Why python multiprocessing takes more time than serial code? How to speedup this?

2.9k Views Asked by At

I was trying out the Python multiprocessing module. In the code below the serial execution time 0.09 seconds and the parallel execution time is 0.2 seconds. As I am getting no speedup, I think I might be going wrong somewhere

import multiprocessing as mp
from random import uniform, randrange
import time

# m = mp.Manager()
out_queue = mp.Queue()

def flop_no(rand_nos, a, b):
    cals = []
    for r in rand_nos:
        cals.append(r + a * b)
    return cals


def flop(val, a, b, out_queue):
    cals = []
    for v in val:
        cals.append(v + a * b)
    # print cals
    out_queue.put(cals)
    # print "Exec over"


def concurrency():
    # out_queue1 = mp.Queue()
    # out_queue2 = mp.Queue()
    a = 3.3
    b = 4.4
    rand_nos = [uniform(1, 4) for i in range(1000000)]
    print len(rand_nos)
    # for i in range(5):
    start_time = time.time()
    p1 = mp.Process(target=flop, args=(rand_nos[:250000], a, b, out_queue))
    p2 = mp.Process(target=flop, args=(rand_nos[250000:500000], a, b, out_queue))
    p3 = mp.Process(target=flop, args=(rand_nos[500000:750000], a, b, out_queue))
    p4 = mp.Process(target=flop, args=(rand_nos[750000:], a, b, out_queue))
    p1.start()
    out_queue.get()
    # print "\nFinal:", len(out_queue.get())
    p2.start()
    out_queue.get()
    # print "\nFinal:", len(out_queue.get())
    p3.start()
    out_queue.get()

    p4.start()
    out_queue.get()

    p1.join()
    p2.join()
    p3.join()
    p4.join()

    print "Running time parallel: ", time.time() - start_time, "secs"

def no_concurrency():
    a = 3.3
    b = 4.4
    rand_nos = [uniform(1, 4) for i in range(1000000)]
    start_time = time.time()
    cals = flop_no(rand_nos, a, b)
    print "Running time serial: ", time.time() - start_time, "secs"

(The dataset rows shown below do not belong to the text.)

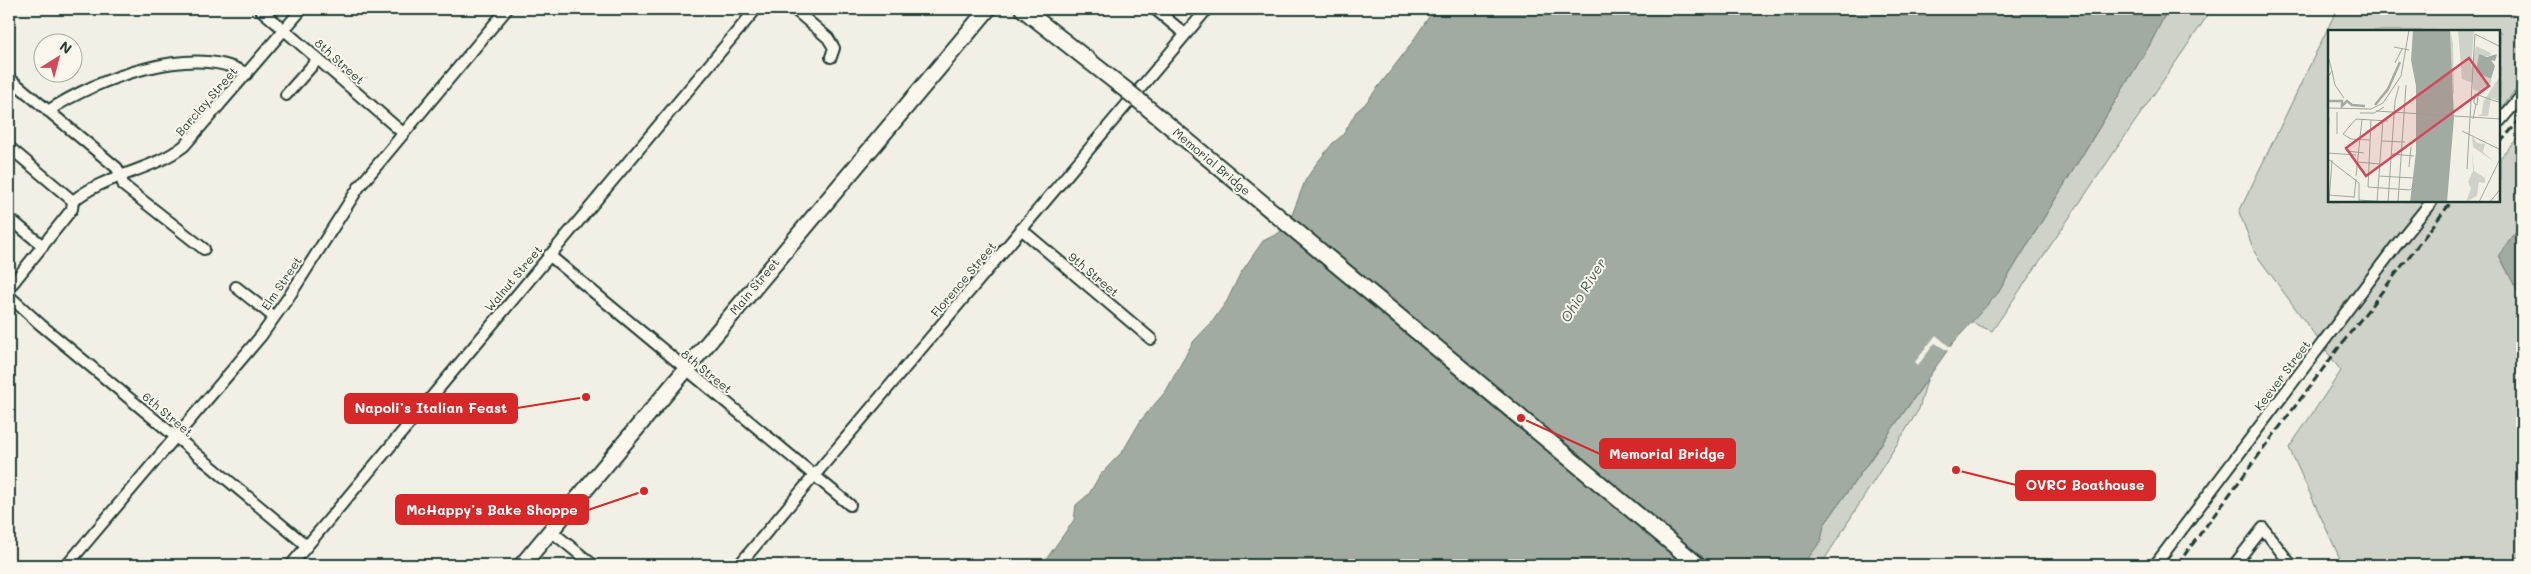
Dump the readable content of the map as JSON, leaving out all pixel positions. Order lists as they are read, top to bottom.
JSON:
{
  "streets": {
    "main road": ["Memorial Bridge", "Main Street"],
    "street": [
      "8th Street",
      "Barclay Street",
      "9th Street",
      "Walnut Street",
      "Florence Street",
      "Elm Street",
      "Keever Street",
      "6th Street"
    ]
  },
  "crossings": [
    ["8th Street", "Barclay Street"],
    ["8th Street", "Walnut Street"],
    ["8th Street", "Florence Street"],
    ["8th Street", "Elm Street"],
    ["8th Street", "Main Street"],
    ["9th Street", "Florence Street"],
    ["Walnut Street", "6th Street"],
    ["Elm Street", "6th Street"]
  ],
  "water": ["Ohio River"],
  "places": [
    "Napoli’s Italian Feast",
    "Memorial Bridge",
    "OVRC Boathouse",
    "McHappy’s Bake Shoppe"
  ],
  "north": "top right"
}
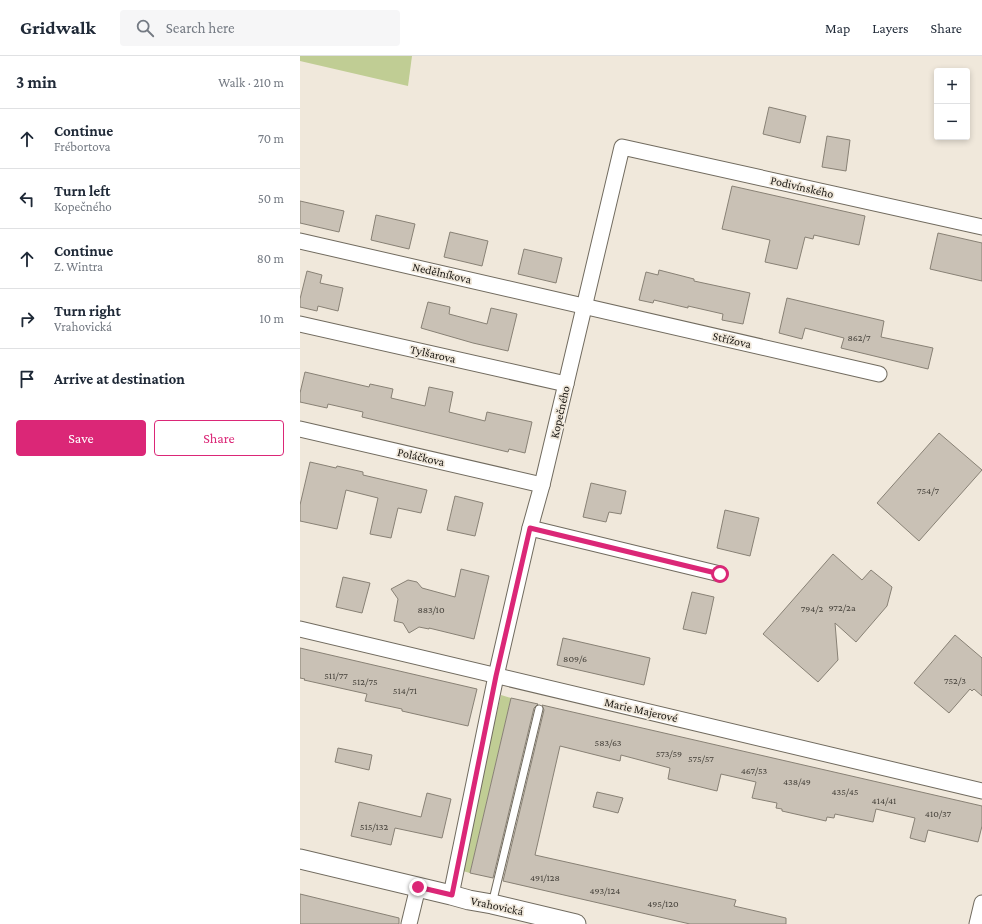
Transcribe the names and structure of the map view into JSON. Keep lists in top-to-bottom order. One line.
{"streets":{"street":["Podivínského","Nedělníkova","Střížova","Tylšarova","Kopečného","Poláčkova","Marie Majerové","Vrahovická"]},"crossings":[["Podivínského","Kopečného"],["Nedělníkova","Střížova"],["Nedělníkova","Kopečného"],["Střížova","Kopečného"],["Tylšarova","Kopečného"],["Kopečného","Poláčkova"],["Kopečného","Marie Majerové"],["Kopečného","Vrahovická"]],"house_numbers":["862/7","754/7","972/2a","794/2","883/10","809/6","511/77","752/3","512/75","514/71","583/63","573/59","575/57","467/53","438/49","435/45","414/41","410/37","515/132","491/128","493/124","495/120"],"page":{"header":"Gridwalk","search":"Search here","nav":["Map","Layers","Share"],"heading":["3 min","Walk · 210 m"],"map_buttons":["+","−"],"list":[["Continue","Frébortova","70 m"],["Turn left","Kopečného","50 m"],["Continue","Z. Wintra","80 m"],["Turn right","Vrahovická","10 m"],"Arrive at destination"],"buttons":["Save","Share"]}}
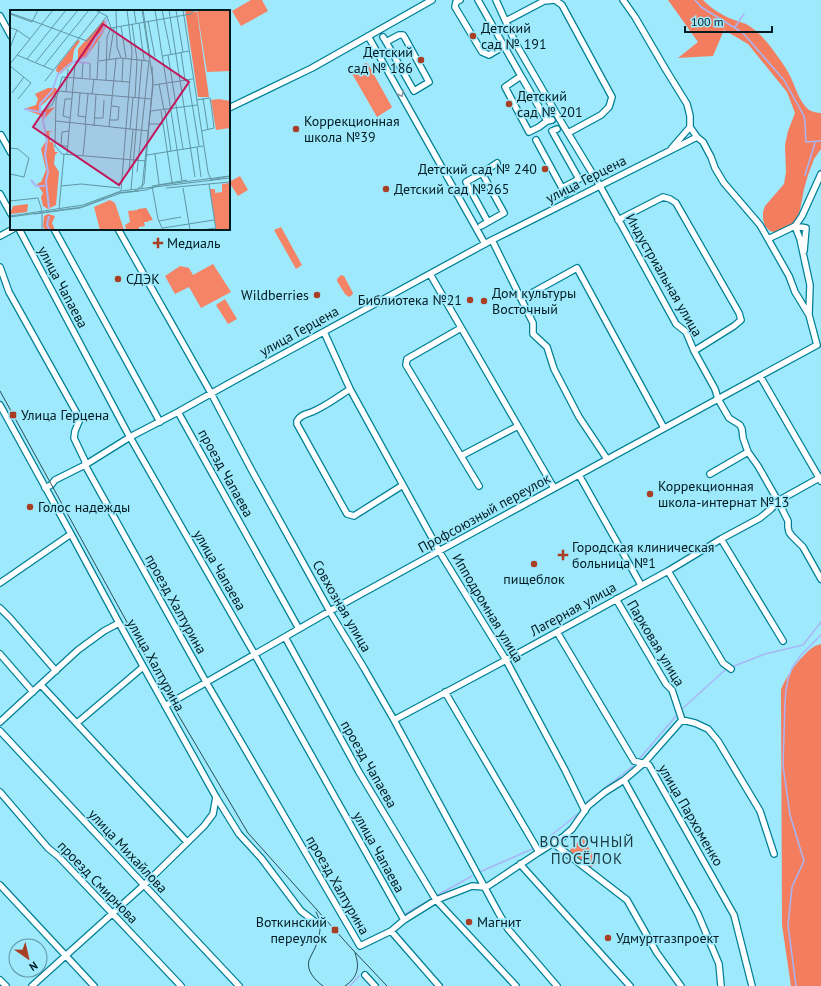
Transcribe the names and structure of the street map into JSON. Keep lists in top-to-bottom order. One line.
{"streets":{"street":["улица Герцена","Индустриальная улица","улица Чапаева","проезд Чапаева","Профсоюзный переулок","проезд Халтурина","Совхозная улица","Ипподромная улица","Лагерная улица","Парковая улица","улица Халтурина","улица Пархоменко","улица Михайлова","проезд Смирнова"]},"crossings":[["улица Герцена","Индустриальная улица"],["улица Герцена","улица Чапаева"],["улица Герцена","проезд Чапаева"],["улица Герцена","проезд Халтурина"],["улица Герцена","Совхозная улица"],["улица Герцена","Ипподромная улица"],["улица Герцена","улица Халтурина"],["Индустриальная улица","Профсоюзный переулок"],["Индустриальная улица","Лагерная улица"],["улица Чапаева","Профсоюзный переулок"],["проезд Чапаева","Профсоюзный переулок"],["Профсоюзный переулок","проезд Халтурина"],["Профсоюзный переулок","Совхозная улица"],["Профсоюзный переулок","Ипподромная улица"],["Профсоюзный переулок","Парковая улица"],["Профсоюзный переулок","улица Халтурина"],["Совхозная улица","Лагерная улица"],["Ипподромная улица","Лагерная улица"],["Лагерная улица","Парковая улица"],["Лагерная улица","улица Пархоменко"]],"districts":["ВОСТОЧНЫЙ ПОСЁЛОК"],"places":{"other":["Детский сад № 191","Детский сад № 186","Детский сад № 201","Коррекционная школа №39","Детский сад № 240","Детский сад №265","СДЭК","Wildberries","Библиотека №21","Дом культуры Восточный","Коррекционная школа-интернат №13","Голос надежды","пищеблок","Магнит","Удмуртгазпроект"],"health":["Медиаль","Городская клиническая больница №1"],"transit":["Улица Герцена","Воткинский переулок"]},"scale_bar":"100 m","north":"bottom right"}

if __name__ == '__main__':
    concurrency()
    no_concurrency()
    # print "Program over"

My system has four cores. Please let me know of ways I can speedup this code. Also, what are my options for parallel programming with python(other than the multiprocessing module).

Thanks and Regards

2

There are 2 best solutions below

5
On

out_queue.get() blocks until a result is available by default. So you are essentially starting a process and waiting for it to finish before starting the next process. Instead, start all the processes, then get all the results.

Example:

#!python2
import multiprocessing as mp
from random import uniform, randrange
import time

def flop_no(rand_nos, a, b):
    cals = []
    for r in rand_nos:
        cals.append(r + a * b)
    return cals

def flop(val, a, b, out_queue):
    cals = []
    for v in val:
        cals.append(v + a * b)
    out_queue.put(cals)
    # time.sleep(3)

def concurrency():
    out_queue = mp.Queue()
    a = 3.3
    b = 4.4
    rand_nos = [uniform(1, 4) for i in range(1000000)]
    print len(rand_nos)
    # for i in range(5):
    start_time = time.time()
    p1 = mp.Process(target=flop, args=(rand_nos[:250000], a, b, out_queue))
    p2 = mp.Process(target=flop, args=(rand_nos[250000:500000], a, b, out_queue))
    p3 = mp.Process(target=flop, args=(rand_nos[500000:750000], a, b, out_queue))
    p4 = mp.Process(target=flop, args=(rand_nos[750000:], a, b, out_queue))

    p1.start()
    p2.start()
    p3.start()
    p4.start()

    print len(out_queue.get())
    print len(out_queue.get())
    print len(out_queue.get())
    print len(out_queue.get())

    p1.join()
    p2.join()
    p3.join()
    p4.join()

    print "Running time parallel: ", time.time() - start_time, "secs"

def no_concurrency():
    a = 3.3
    b = 4.4
    rand_nos = [uniform(1, 4) for i in range(1000000)]
    start_time = time.time()
    cals = flop_no(rand_nos, a, b)
    print "Running time serial: ", time.time() - start_time, "secs"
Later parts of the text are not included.